An “idealized” analytical tool to assess (e.g., via a capillary blood sample) an individual's systemic antioxidant profile in order to tailor the most optimal nutritional redox treatment. Individual 1 represents a person with low concentrations of GSH and NAD(P)H [e.g., due to dysregulated NAD(P)H redox metabolism]; individual 2 represents a vitamin E–deficient person (e.g., due to malnutrition); individual 3 represents a person with a highly disturbed antioxidant profile (e.g., due to severe illness); individual 4 represents an apparently healthy person with normal antioxidant status who does not need any exogenous antioxidant supplement. C, vitamin C; Car, carotene; E, vitamin E; GSH, reduced glutathione; LA, lipoic acid; N, NAD(P)H; Q10, coenzyme Q10; UA, uric acid.

With regard to exercise, to the best of our knowledge, we are unaware of any study that specifically addressed the issue of personalized responses to a specific diet or nutritional supplement. To fill this gap, the stratified purposive sampling of participants on the basis of a specific biological phenotype (considered critical for the objective of each study) seems a promising experimental design (55). The stratified purposive sampling is a nonprobability sampling methodologic technique, where the key goal is to identify and enroll “information-rich” subjects for an a priori–defined characteristic from a larger population. The stratification approach typically generates 2 (i.e., “above” and “below” a predefined threshold) or 3 (i.e., “low,” “moderate,” and “high”) strata of the biological trait (i.e., “classifier”) under study. Thus, the distinct groups formed are expected to capture a wide range of conditions (including the extremes and the average), which provides the opportunity to gain a comprehensive understanding of the topic under investigation using only part of the population. By implementing the aforementioned approach, we have shown that 2 different redox supplements, an antioxidant (i.e., vitamin C) and a precursor of an antioxidant (i.e., NAC as a cysteine donor for GSH synthesis), exert ergogenic effects only in individuals with low baseline antioxidant concentrations (8, 9). On the contrary, neutral or even detrimental effects may be seen in individuals with moderate or high baseline antioxidant concentrations. Our studies focused only on 2 well-investigated antioxidants and thus future studies are warranted that will “scan for” and “identify” additional, and potentially multiple and coexistent, antioxidant deficiencies that may necessitate targeted antioxidant treatments. On this basis, the stratification approach may also facilitate the creation of data sets summarizing the redox characteristics of the individuals who will probably not respond favorably to a nutritional treatment (i.e., identification of “nonresponders” or “low responders”).

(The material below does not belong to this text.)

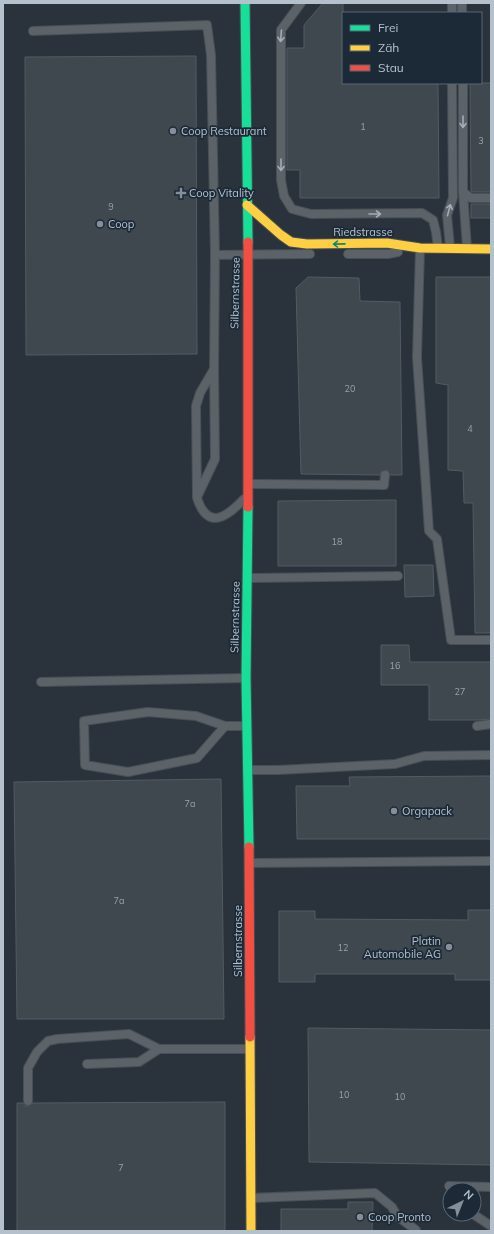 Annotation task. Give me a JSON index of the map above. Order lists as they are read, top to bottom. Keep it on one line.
{"streets":{"street":["Riedstrasse","Silbernstrasse"]},"crossings":[["Riedstrasse","Silbernstrasse"]],"one_way":["Riedstrasse"],"places":{"other":["Coop Restaurant","Coop","Orgapack","Platin Automobile AG","Coop Pronto"],"health":["Coop Vitality"]},"house_numbers":["1","3","9","20","4","18","16","27","7a","7a","12","10","10","7"],"legend":["Frei","Zäh","Stau"],"north":"top right"}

The stratification approach is not without disadvantages. When trying to identify the most suitable subjects for enrollment in a study, the initial screening of the classifier trait requires a large pool of available participants. This becomes more demanding when the normal (optimal) values of the classifier trait is unspecified, because, despite the advances in analytical chemistry (56–58), there are no reference intervals for most redox biomarkers. This is largely due to the numerous available analytical techniques and assays used for the determination of the biomarkers, which yield noncomparable values (59, 60). Thus, the initial screening of the pool should delineate the range of variation in the classifier trait in order to form the distinct groups.

Another disadvantage of the stratification approach is the methodologic artifact known as “regression to the mean”: individuals with an extreme initial value in a specific trait are typically prone to exhibit a less extreme value (i.e., tend toward the mean) in a subsequent measurement (6, 61, 62). Hence, regression to the mean may become a major problem in studies in which participants are stratified on the basis of an extreme initial value, such as the antioxidant-insufficient individuals in our case. Several methodologic and statistical approaches have been proposed to bypass or reduce the impact of this artifact (61, 63, 64). In our studies, we addressed regression to the mean by performing a duplicate pretreatment measurement, using the second one as a more realistic baseline value of the groups (7, 9). The key idea of this approach is based on the fact that the impact of regression to the mean predominantly takes place between the first and the second measurement (65). Certainly, this duplicate pretreatment measurement increases the amount of work required. Yet, on the bright side, the stratification approach represents a novel methodologic strategy that allows to distinguish individualized responses to antioxidant and nutritional supplementation in general.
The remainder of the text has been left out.